Profile Pictures, Away Messages
I used to have really intertextual (a.k.a. plagiarizing pop culture, usually without citing sources) away messages. There was a four year period of my life where I was essentially addicted to AIM (a.k.a high school). I think I’ve got some records of my away messages and conversations on a disc somewhere in Indianapolis. I used highly emotional media references (someone else said it, so that means I’m not alone), most likely from a song or a movie, to help communicate how I was feeling. Obviously, it could be used litterally to say “hey, i’m at the movies, be back later.” But that’s boring. Or, the away message could be used as a screening tool, because people would think you were away. Though, you wouldn’t be shown as idle (which is when your name goes grey and faded on your friends buddy lists). And, in theory you could just use your “profile” to define yourself, the it was much cooler to just be able to hover over someones name and see a short message about them. Overall, away messages were one of the easiest ways to define yourself in a small amount of space. It’s was a truly efficient form of communication, a sort of single serving of you or your friends at any given time.

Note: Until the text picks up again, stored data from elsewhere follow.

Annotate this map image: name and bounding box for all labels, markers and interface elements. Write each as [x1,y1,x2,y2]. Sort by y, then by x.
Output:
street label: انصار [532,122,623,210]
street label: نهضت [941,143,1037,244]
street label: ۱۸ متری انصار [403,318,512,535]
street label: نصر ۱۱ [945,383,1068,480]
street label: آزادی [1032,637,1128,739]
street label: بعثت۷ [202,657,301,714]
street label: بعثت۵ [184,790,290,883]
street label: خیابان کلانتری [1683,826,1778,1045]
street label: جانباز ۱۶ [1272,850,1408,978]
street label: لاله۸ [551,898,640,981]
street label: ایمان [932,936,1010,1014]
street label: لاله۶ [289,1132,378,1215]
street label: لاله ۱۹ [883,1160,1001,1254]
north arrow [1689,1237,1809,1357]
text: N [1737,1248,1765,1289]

When users “idle” online they tend to leave there away messages up. If you think that you aren’t saying a lot about yourself with your away message then you are blissfully unaware of the reality of the away message. Your away message, especially if it’s calm and cool, or quick and logical, or whatever, communicates a sense of style that actually represents you (i.e. identity). A little snippet of your personality, ideals, emotions, values, even your dialect and culture can be captures in those few words (or sometimes almost a paragraph). Of course, as with all technology, there is a fallacy that it may somehow be more real than another medium. But regardless, it’s the users responsibility to come out of that existential crisis of identity and communicate to their buddy list (that, or realize you don’t have time and instead spend the time doing your homework). Today while on facebook I noticed the 71 people changed their profile pictures.
Profile pictures are simply more efficient at communication than away messages–and given the long way we’ve come sense simple away messages, much less awkward. The twitter phenomenon (if you can call it that even) is essentially what away messages were original meant to do but more to the point. But what would be even better than twitter, is a site that is for profile pictures only. Just about everyone has a cell phone at this point, and almost all cell phones come with cameras and basic editing functions (like sepia tone, black and white, contrast adjustment, cropping, etc.). Perhaps this is the greater message (that cell phones are the next area of progress in communication technology). But, why not have a twitter type service with images instead of words? You could use the facebook network API to do something similar to this already, and that’s my point. The thing about twitter is that it is a medium end in itself, it is a method of commenting on a medium within a medium (in the case of away messages inside of instant message applications with idling capabilities). The point of having a service that did only this would of course be trivial (like twitter is, on the whole, despite a few unique content related services like ‘novels in three lines‘)–it would merely further the obvious fact that images are a language that humans have been moving in preference towards (with some resistance) since the invention of photography. Even better would be video portraits though, like the ones from the newspapers in Harry Potter films–but that might be too much of an uncanny valley.